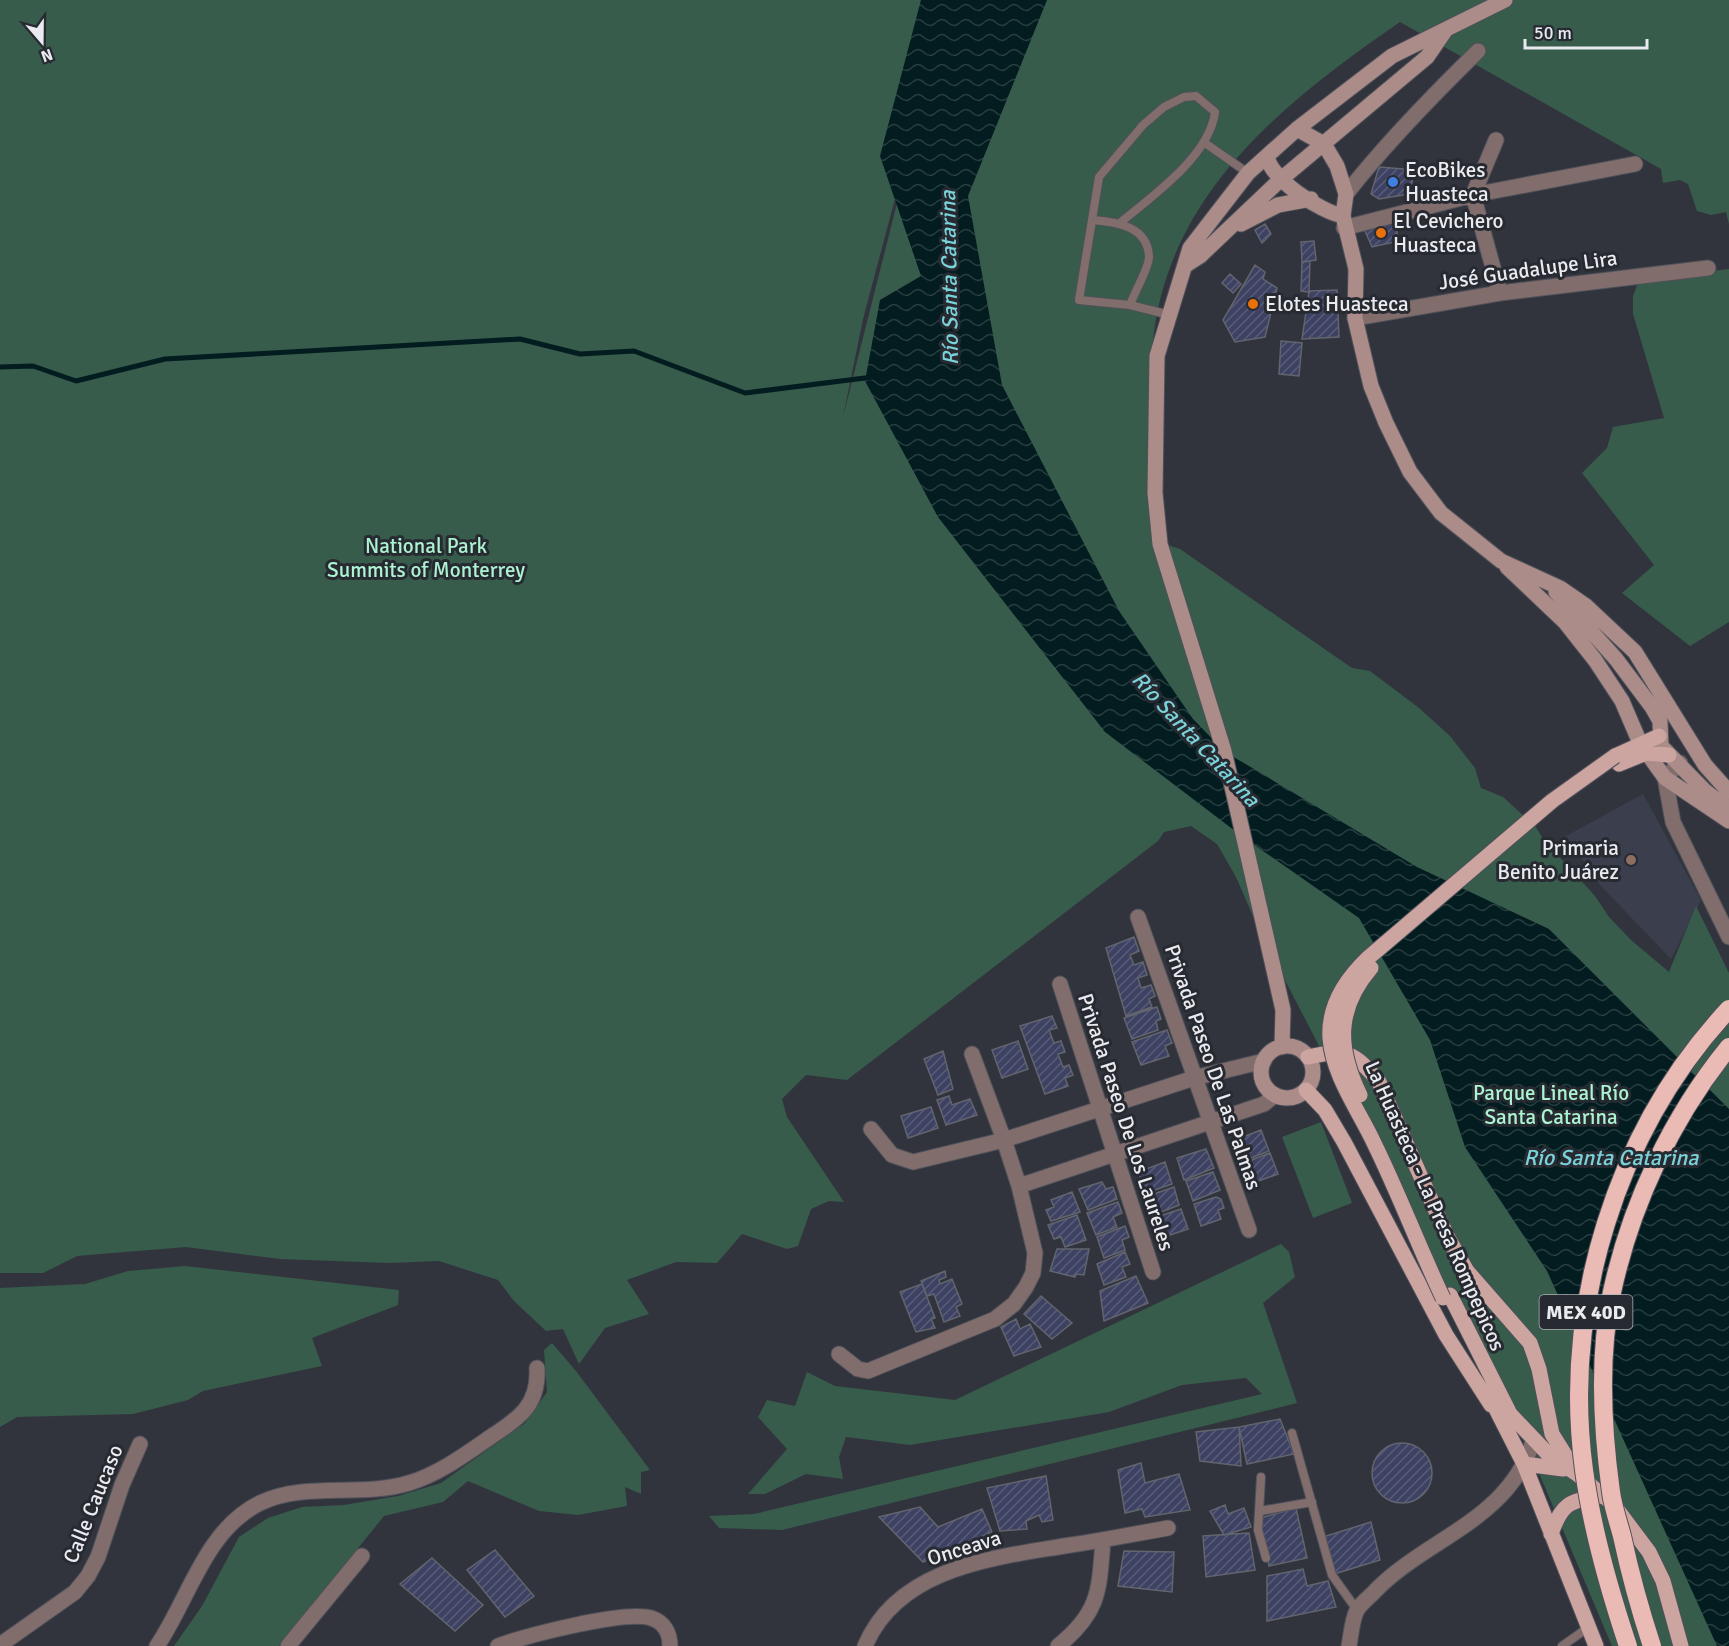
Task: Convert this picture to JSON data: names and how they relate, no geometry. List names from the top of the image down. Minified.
{"streets":{"highway":["MEX 40D"],"main road":["La Huasteca - La Presa Rompepicos"],"street":["José Guadalupe Lira","Privada Paseo De Las Palmas","Privada Paseo De Los Laureles","Calle Caucaso","Onceava"]},"water":["Río Santa Catarina"],"parks":["National Park Summits of Monterrey","Parque Lineal Río Santa Catarina"],"places":["EcoBikes Huasteca","El Cevichero Huasteca","Elotes Huasteca","Primaria Benito Juárez"],"scale_bar":"50 m","north":"bottom"}
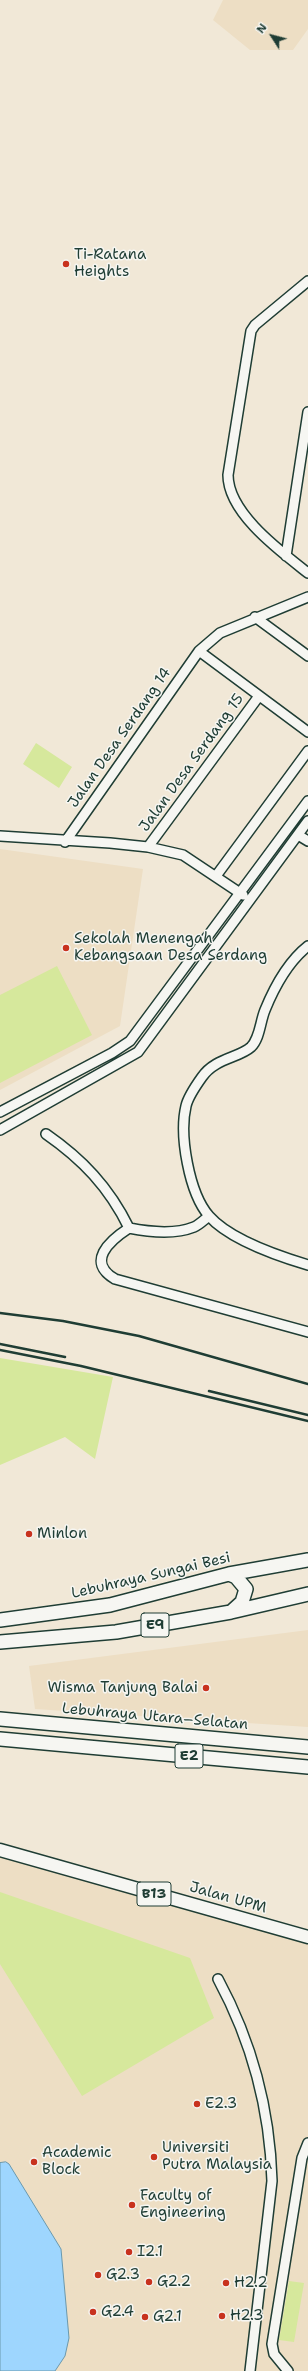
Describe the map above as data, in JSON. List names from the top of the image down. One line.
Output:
{"streets":{"highway":["Lebuhraya Sungai Besi","E9","Lebuhraya Utara–Selatan","E2"],"main road":["B13","Jalan UPM"],"street":["Jalan Desa Serdang 14","Jalan Desa Serdang 15"]},"places":["Ti-Ratana Heights","Sekolah Menengah Kebangsaan Desa Serdang","Minlon","Wisma Tanjung Balai","E2.3","Universiti Putra Malaysia","Academic Block","Faculty of Engineering","I2.1","G2.3","G2.2","H2.2","G2.4","H2.3","G2.1"],"north":"top left"}
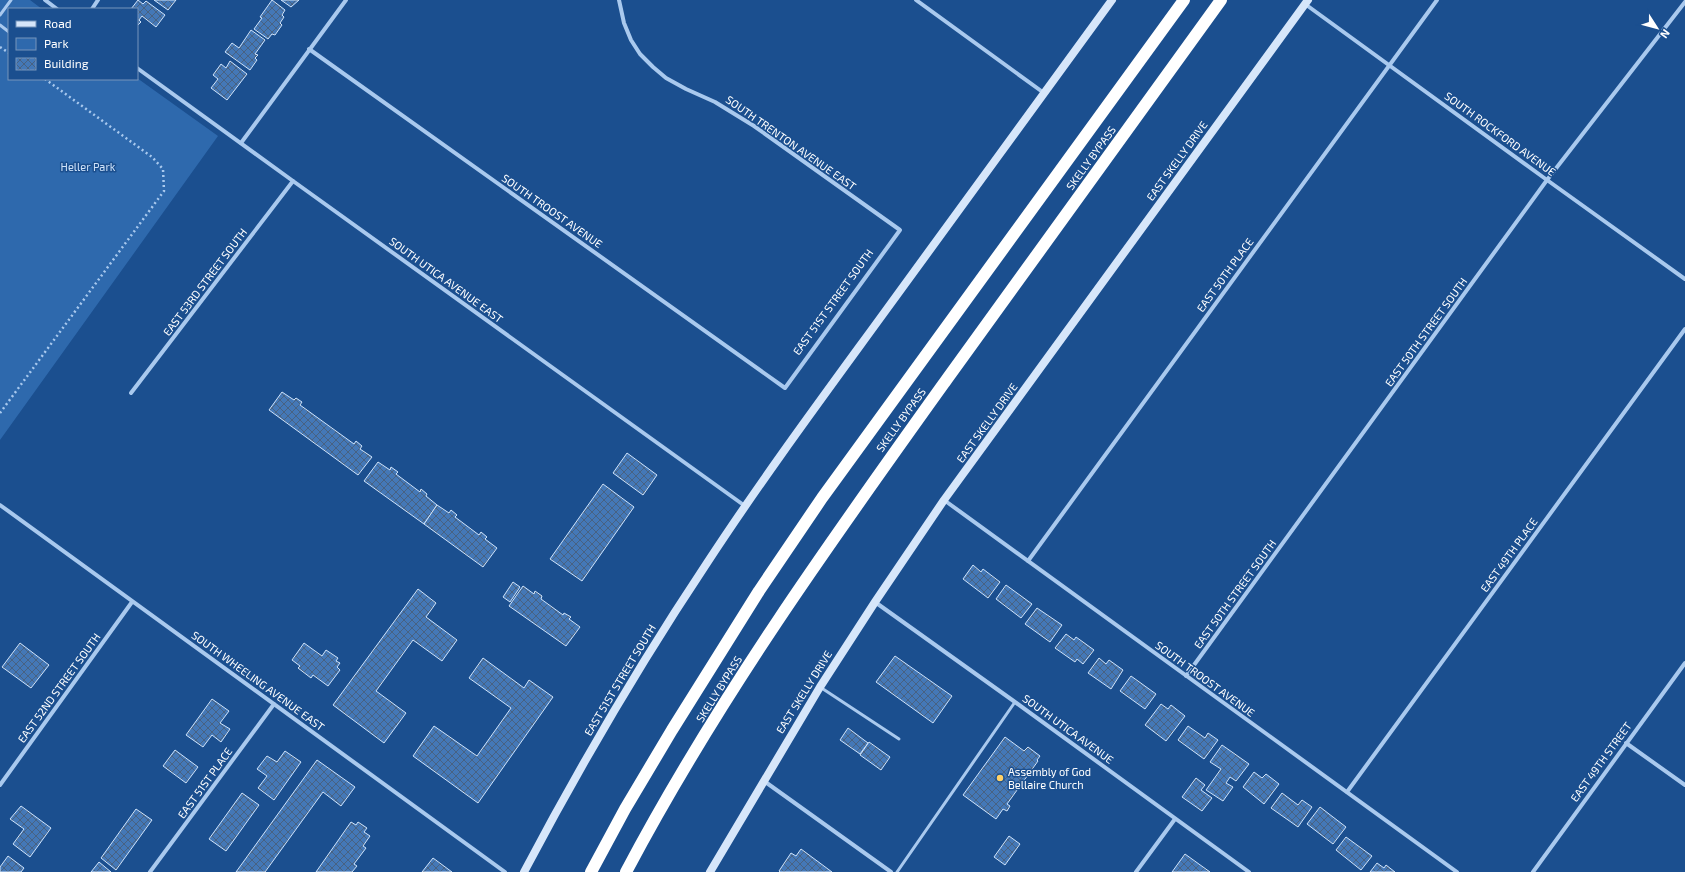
==*==
■ **What to produce**:
Your output must reproduce the material above in full, with no pictures.

■ **Answer below**:
Task: Convert this picture to JSON data: names and how they relate, no geometry. List names from the top of the image down. Minified.
{"streets":{"highway":["MEX 40D"],"main road":["La Huasteca - La Presa Rompepicos"],"street":["José Guadalupe Lira","Privada Paseo De Las Palmas","Privada Paseo De Los Laureles","Calle Caucaso","Onceava"]},"water":["Río Santa Catarina"],"parks":["National Park Summits of Monterrey","Parque Lineal Río Santa Catarina"],"places":["EcoBikes Huasteca","El Cevichero Huasteca","Elotes Huasteca","Primaria Benito Juárez"],"scale_bar":"50 m","north":"bottom"}
Describe the map above as data, in JSON. List names from the top of the image down. One line.
Output:
{"streets":{"highway":["Lebuhraya Sungai Besi","E9","Lebuhraya Utara–Selatan","E2"],"main road":["B13","Jalan UPM"],"street":["Jalan Desa Serdang 14","Jalan Desa Serdang 15"]},"places":["Ti-Ratana Heights","Sekolah Menengah Kebangsaan Desa Serdang","Minlon","Wisma Tanjung Balai","E2.3","Universiti Putra Malaysia","Academic Block","Faculty of Engineering","I2.1","G2.3","G2.2","H2.2","G2.4","H2.3","G2.1"],"north":"top left"}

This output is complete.